What the task asks:
Skip all lines in the entries below that come before the one containing "For a GIS import: Read". Repeat that line and the rest exactly.

Exercise data:
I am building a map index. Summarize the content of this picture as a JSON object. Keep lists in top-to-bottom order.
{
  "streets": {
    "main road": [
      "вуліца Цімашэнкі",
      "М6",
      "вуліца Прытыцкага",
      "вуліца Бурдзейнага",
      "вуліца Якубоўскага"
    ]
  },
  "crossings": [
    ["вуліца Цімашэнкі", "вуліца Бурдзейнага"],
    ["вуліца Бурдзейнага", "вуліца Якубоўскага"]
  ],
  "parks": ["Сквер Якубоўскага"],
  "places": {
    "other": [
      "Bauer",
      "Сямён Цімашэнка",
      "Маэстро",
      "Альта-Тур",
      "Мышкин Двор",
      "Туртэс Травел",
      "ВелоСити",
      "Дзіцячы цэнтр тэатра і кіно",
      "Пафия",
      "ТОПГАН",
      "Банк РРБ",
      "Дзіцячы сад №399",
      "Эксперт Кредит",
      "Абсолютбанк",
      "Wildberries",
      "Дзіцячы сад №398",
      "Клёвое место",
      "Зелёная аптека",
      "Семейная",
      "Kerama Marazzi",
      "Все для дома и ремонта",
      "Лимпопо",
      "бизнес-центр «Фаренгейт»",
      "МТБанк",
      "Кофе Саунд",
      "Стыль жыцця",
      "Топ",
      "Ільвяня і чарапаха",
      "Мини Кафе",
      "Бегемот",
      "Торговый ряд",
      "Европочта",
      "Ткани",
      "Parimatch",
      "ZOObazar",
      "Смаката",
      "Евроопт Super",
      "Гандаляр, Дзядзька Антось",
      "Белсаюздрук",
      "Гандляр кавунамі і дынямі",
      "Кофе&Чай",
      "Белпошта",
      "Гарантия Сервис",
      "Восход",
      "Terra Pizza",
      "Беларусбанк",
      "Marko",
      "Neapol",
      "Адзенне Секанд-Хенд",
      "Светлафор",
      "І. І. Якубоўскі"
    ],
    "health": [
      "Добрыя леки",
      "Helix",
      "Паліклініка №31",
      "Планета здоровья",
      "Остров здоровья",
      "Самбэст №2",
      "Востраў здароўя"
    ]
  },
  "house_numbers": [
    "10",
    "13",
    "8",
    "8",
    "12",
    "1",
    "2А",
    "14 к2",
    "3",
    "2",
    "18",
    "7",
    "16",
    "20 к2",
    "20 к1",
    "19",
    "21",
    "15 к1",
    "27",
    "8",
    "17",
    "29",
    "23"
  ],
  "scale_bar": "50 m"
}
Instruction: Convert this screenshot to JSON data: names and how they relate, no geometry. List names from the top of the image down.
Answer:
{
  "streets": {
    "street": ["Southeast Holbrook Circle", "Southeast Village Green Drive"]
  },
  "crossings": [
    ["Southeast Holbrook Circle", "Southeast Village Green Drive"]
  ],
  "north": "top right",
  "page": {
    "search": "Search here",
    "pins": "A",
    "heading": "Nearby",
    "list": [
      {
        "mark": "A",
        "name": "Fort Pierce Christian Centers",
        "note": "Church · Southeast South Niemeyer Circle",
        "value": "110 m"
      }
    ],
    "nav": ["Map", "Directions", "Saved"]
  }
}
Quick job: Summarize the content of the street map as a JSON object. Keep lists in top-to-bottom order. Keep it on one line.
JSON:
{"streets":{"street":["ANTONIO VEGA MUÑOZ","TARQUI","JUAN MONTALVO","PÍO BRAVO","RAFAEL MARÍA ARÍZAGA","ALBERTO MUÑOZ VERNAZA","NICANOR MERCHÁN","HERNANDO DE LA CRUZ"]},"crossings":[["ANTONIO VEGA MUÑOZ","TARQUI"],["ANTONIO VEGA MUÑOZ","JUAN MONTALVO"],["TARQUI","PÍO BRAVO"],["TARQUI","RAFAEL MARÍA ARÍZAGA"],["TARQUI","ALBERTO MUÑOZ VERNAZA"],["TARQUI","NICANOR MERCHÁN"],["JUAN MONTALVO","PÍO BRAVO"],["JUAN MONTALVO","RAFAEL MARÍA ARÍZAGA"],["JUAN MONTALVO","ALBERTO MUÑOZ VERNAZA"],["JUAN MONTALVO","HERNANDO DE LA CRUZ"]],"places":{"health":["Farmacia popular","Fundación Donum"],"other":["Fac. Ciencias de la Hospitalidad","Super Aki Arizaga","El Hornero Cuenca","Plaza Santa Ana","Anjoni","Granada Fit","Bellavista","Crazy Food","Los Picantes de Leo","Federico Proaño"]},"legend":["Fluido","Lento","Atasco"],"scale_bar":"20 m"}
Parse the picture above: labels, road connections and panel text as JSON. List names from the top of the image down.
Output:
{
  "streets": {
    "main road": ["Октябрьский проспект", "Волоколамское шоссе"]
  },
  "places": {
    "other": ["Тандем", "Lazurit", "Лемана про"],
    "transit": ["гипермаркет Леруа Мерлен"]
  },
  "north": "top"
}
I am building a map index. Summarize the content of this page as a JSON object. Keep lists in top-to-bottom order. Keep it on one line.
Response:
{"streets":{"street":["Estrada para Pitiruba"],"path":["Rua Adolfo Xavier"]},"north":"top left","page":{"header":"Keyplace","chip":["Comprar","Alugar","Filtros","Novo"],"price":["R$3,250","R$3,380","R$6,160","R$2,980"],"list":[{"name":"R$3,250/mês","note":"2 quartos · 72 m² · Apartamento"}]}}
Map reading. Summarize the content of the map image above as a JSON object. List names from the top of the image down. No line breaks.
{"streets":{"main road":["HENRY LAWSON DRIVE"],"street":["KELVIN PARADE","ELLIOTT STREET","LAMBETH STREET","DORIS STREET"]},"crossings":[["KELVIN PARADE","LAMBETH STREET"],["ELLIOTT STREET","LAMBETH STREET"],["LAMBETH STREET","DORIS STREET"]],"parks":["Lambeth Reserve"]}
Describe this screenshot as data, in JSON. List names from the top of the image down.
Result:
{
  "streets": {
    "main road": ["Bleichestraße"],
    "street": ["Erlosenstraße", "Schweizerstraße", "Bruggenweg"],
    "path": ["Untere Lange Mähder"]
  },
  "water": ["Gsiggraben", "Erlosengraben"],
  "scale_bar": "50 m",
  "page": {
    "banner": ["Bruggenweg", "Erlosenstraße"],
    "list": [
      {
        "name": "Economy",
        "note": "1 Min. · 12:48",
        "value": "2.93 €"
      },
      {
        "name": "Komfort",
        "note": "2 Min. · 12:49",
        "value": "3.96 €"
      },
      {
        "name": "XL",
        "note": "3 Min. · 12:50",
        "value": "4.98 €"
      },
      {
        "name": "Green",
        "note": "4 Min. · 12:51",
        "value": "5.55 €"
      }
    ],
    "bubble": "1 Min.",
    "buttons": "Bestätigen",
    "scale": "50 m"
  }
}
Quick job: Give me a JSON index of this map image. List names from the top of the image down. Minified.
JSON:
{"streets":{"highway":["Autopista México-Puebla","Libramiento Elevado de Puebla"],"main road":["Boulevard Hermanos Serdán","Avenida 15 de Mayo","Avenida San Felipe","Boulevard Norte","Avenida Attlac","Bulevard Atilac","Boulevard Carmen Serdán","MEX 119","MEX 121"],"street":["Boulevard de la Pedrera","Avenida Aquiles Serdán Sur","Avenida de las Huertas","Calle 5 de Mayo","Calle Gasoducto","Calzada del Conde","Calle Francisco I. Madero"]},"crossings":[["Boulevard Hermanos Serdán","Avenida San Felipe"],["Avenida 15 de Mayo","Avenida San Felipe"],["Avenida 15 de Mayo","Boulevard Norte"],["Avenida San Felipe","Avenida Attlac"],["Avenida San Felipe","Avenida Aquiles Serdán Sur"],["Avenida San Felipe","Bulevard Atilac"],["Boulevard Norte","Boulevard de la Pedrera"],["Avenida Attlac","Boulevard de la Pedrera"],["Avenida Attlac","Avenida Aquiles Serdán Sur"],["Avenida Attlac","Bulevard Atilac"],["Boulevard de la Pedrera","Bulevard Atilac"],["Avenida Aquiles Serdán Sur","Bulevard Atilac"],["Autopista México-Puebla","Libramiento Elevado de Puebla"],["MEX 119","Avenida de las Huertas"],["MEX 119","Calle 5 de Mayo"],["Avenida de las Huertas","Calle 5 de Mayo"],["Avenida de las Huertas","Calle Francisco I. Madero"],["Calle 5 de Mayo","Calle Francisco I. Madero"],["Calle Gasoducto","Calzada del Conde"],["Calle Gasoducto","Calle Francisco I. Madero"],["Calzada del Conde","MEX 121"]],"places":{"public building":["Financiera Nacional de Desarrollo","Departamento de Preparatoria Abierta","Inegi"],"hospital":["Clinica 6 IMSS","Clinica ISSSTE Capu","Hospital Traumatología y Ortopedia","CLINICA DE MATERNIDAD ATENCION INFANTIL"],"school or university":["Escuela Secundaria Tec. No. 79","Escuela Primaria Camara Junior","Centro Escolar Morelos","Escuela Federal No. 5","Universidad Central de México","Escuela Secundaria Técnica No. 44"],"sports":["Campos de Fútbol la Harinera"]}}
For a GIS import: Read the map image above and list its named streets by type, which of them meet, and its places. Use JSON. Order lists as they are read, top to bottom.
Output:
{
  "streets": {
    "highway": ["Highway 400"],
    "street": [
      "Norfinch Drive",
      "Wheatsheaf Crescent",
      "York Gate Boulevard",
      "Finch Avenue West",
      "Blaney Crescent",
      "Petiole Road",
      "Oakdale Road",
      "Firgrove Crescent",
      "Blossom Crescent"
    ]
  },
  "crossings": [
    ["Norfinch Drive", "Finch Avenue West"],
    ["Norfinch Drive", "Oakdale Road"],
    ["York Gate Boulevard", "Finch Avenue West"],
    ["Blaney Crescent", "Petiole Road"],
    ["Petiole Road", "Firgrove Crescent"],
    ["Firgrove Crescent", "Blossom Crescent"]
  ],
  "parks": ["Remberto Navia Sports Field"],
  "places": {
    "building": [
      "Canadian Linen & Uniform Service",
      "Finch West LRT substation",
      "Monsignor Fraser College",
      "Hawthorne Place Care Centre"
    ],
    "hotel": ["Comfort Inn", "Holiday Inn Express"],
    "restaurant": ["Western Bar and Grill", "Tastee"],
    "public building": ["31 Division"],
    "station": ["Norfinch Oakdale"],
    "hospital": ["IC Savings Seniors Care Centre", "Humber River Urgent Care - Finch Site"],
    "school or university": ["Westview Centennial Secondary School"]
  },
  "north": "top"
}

Exercise solution:
For a GIS import: Read the map image above and list its named streets by type, which of them meet, and its places. Use JSON. Order lists as they are read, top to bottom.
Output:
{
  "streets": {
    "highway": ["Highway 400"],
    "street": [
      "Norfinch Drive",
      "Wheatsheaf Crescent",
      "York Gate Boulevard",
      "Finch Avenue West",
      "Blaney Crescent",
      "Petiole Road",
      "Oakdale Road",
      "Firgrove Crescent",
      "Blossom Crescent"
    ]
  },
  "crossings": [
    ["Norfinch Drive", "Finch Avenue West"],
    ["Norfinch Drive", "Oakdale Road"],
    ["York Gate Boulevard", "Finch Avenue West"],
    ["Blaney Crescent", "Petiole Road"],
    ["Petiole Road", "Firgrove Crescent"],
    ["Firgrove Crescent", "Blossom Crescent"]
  ],
  "parks": ["Remberto Navia Sports Field"],
  "places": {
    "building": [
      "Canadian Linen & Uniform Service",
      "Finch West LRT substation",
      "Monsignor Fraser College",
      "Hawthorne Place Care Centre"
    ],
    "hotel": ["Comfort Inn", "Holiday Inn Express"],
    "restaurant": ["Western Bar and Grill", "Tastee"],
    "public building": ["31 Division"],
    "station": ["Norfinch Oakdale"],
    "hospital": ["IC Savings Seniors Care Centre", "Humber River Urgent Care - Finch Site"],
    "school or university": ["Westview Centennial Secondary School"]
  },
  "north": "top"
}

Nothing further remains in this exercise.